R-squared is 63.01% when the cost parameter is 1000, suggesting an high level of goodness of fit.
The RMSE on the test data, 0.923446
pred.svm2 <- predict(svmFit2, dtTest[, !names(dtTest) == "Yield"])
rmse(pred.svm2, dtTest$Yield)
## [1] 0.9028991
We chart the residuals of the actual and predicted value on the testing set, noting a slight skew to the left.

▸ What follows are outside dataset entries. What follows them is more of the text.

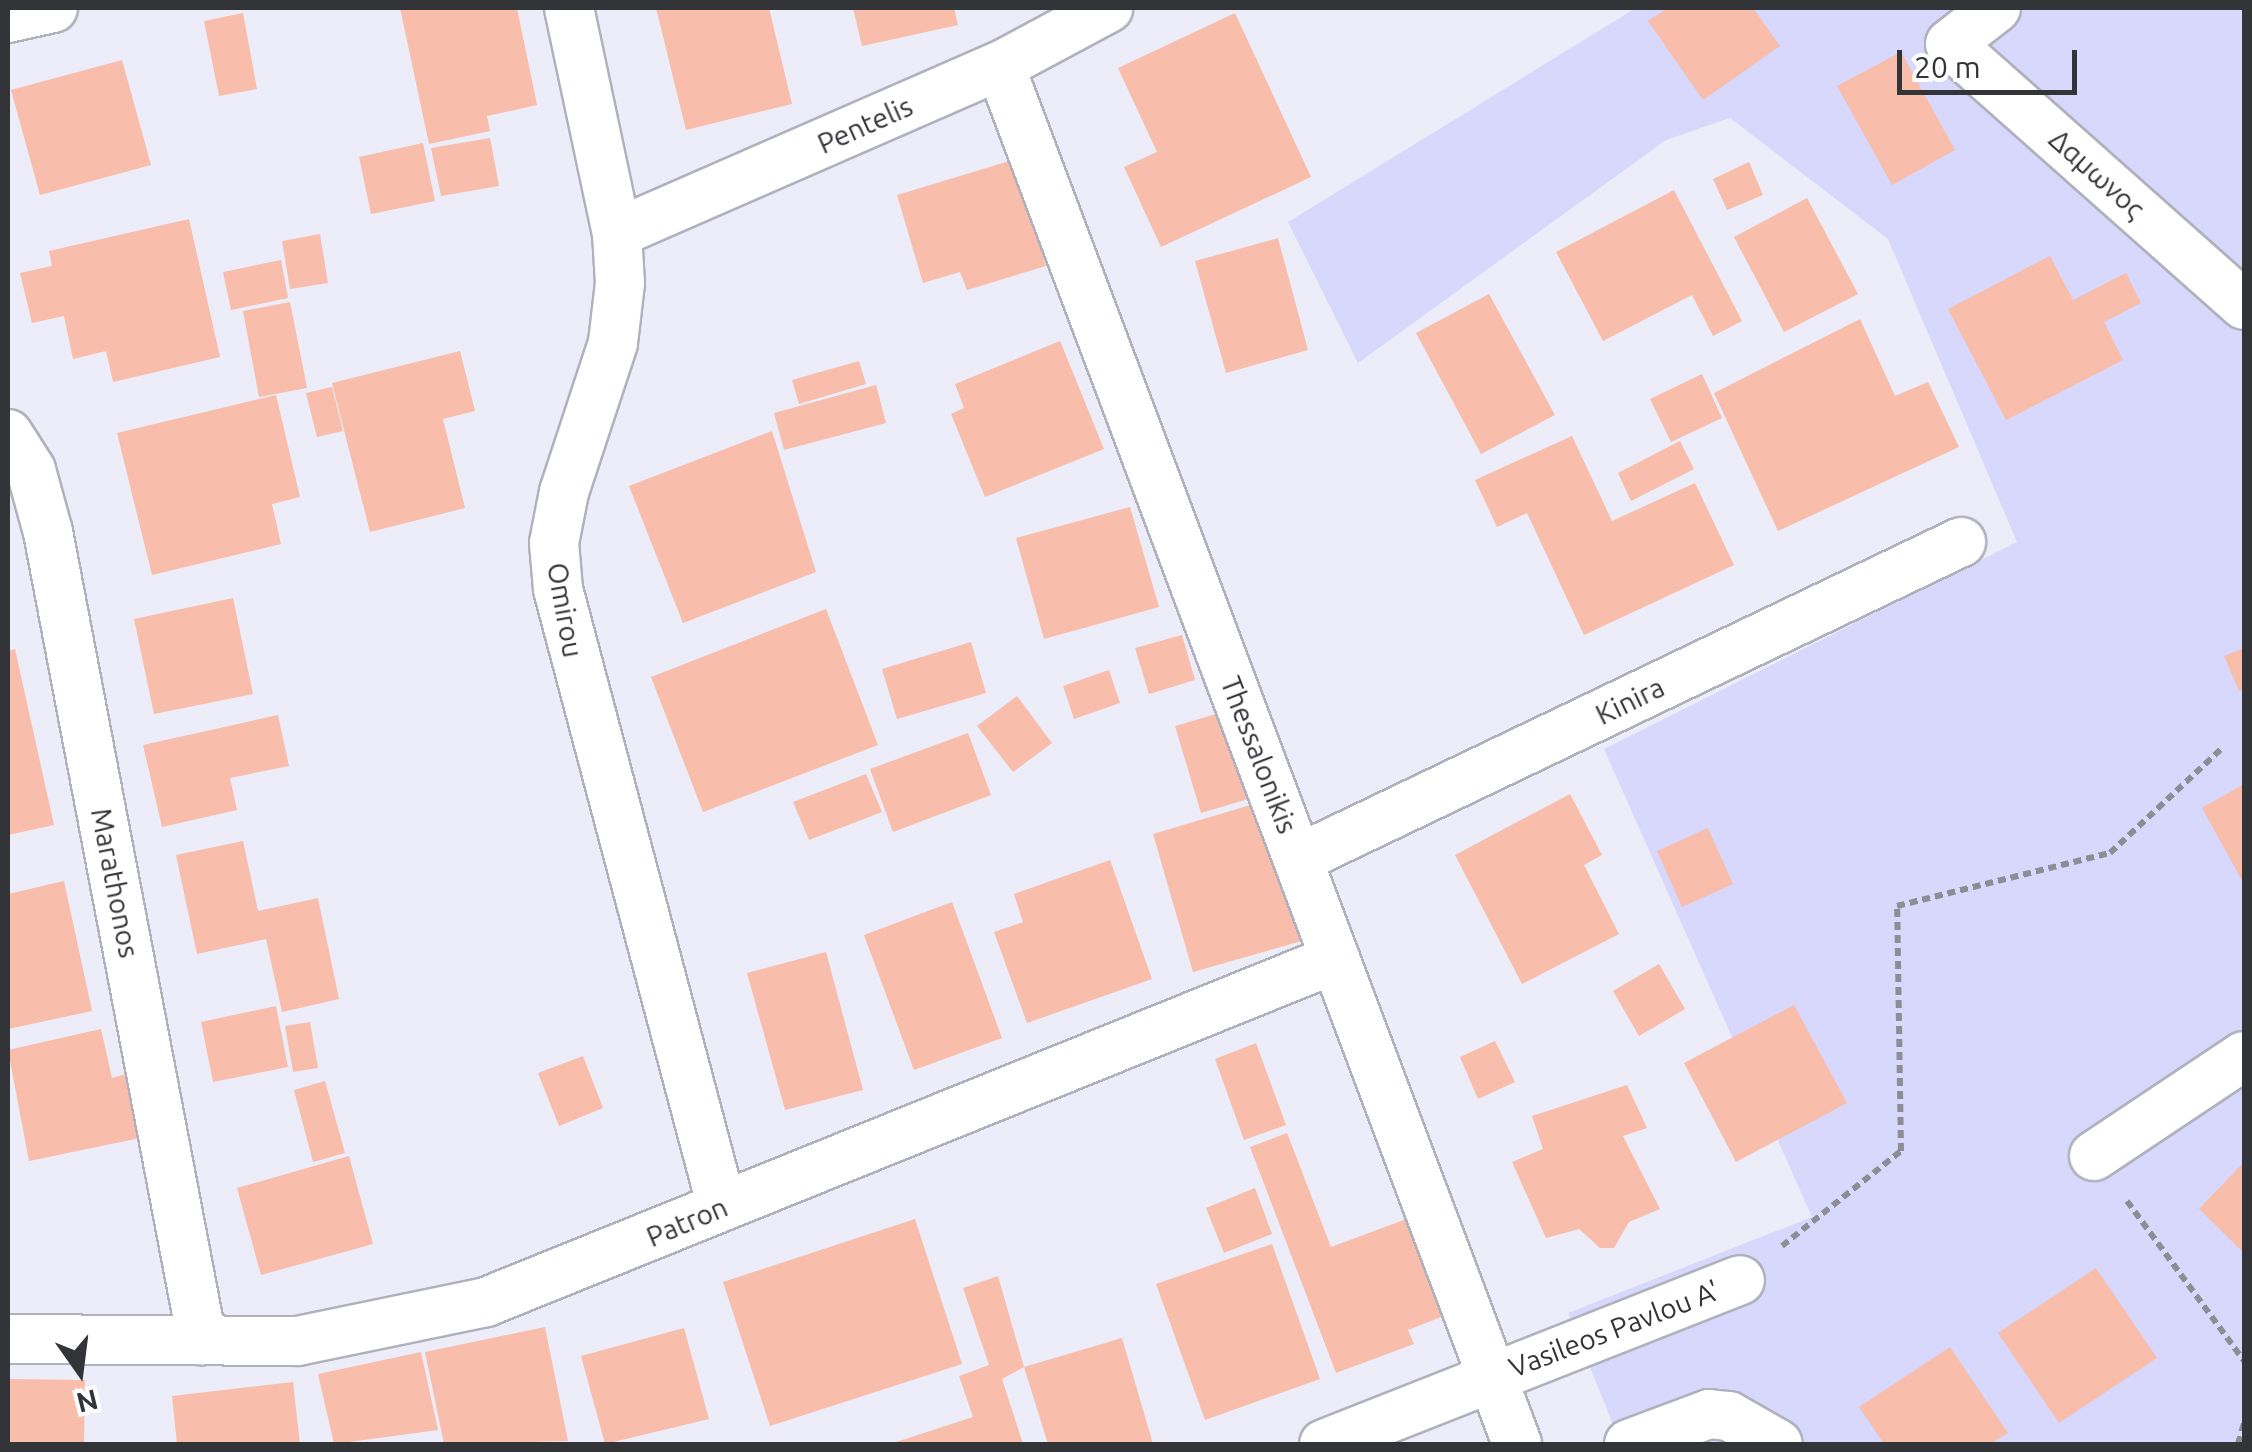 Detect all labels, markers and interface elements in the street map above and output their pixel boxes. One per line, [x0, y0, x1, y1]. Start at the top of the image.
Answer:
scale bar [1902, 30, 2082, 92]
text: 20 m [1914, 50, 1981, 84]
street label: Pentelis [812, 89, 918, 161]
street label: Δαμωνος [2042, 122, 2152, 226]
street label: Omirou [540, 560, 590, 660]
street label: Kinira [1590, 670, 1670, 732]
street label: Thessalonikis [1214, 672, 1304, 838]
street label: Marathonos [84, 805, 146, 961]
street label: Patron [641, 1190, 733, 1254]
street label: Vasileos Pavlou A' [1504, 1274, 1724, 1384]
north arrow [30, 1322, 130, 1422]
text: N [74, 1384, 101, 1419] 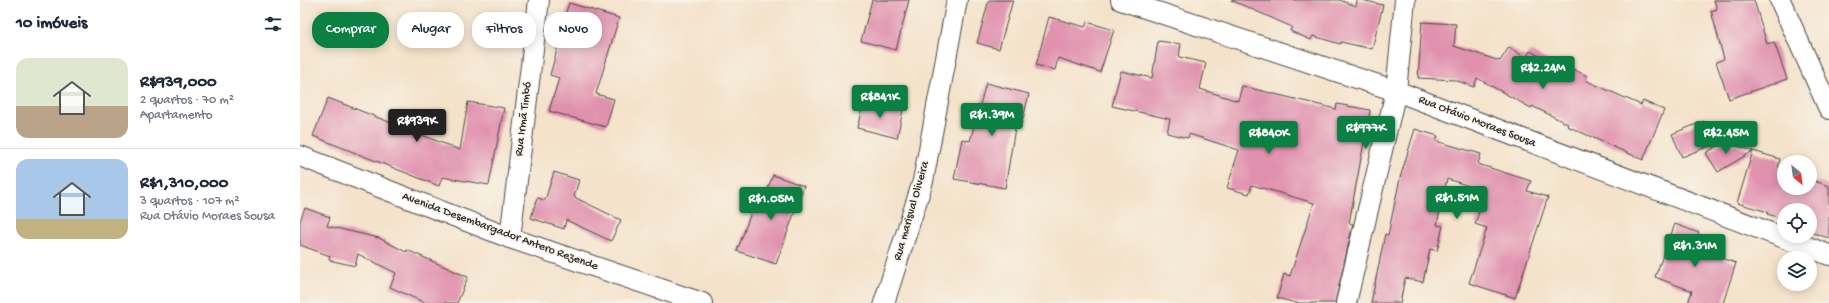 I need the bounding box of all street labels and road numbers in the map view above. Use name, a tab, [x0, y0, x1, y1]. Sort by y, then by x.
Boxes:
street label: Rua Irmã Timbó	[512, 81, 536, 157]
street label: Rua Otávio Moraes Sousa	[1416, 93, 1538, 151]
street label: Rua marisval Oliveira	[891, 159, 933, 262]
street label: Avenida Desembargador Antero Rezende	[400, 190, 601, 274]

hist(dtTest$Yield-pred.mars, breaks=8)
fitControl2 <- trainControl(method = "repeatedcv",
number = 5,
repeats = 5)
svmGrid <- expand.grid(degree = 1:3,
scale=1,
C = c(1,1000))
svmFit3 <- train(Yield ~ ., data = dtTrain,
#type='eps-regression',
method = 'svmPoly',
preProc = c("center", "scale"),
trControl = fitControl2,
tuneGrid = svmGrid)
#svmFit3
svmFit3 <- train(Yield ~ ., data = dtTrain,
#type='eps-regression',
method = 'svmPoly',
preProc = c("center", "scale"),
trControl = fitControl2,
tuneGrid = svmGrid)
With optimal degree of 1, there is no point in using a polynomial kernel.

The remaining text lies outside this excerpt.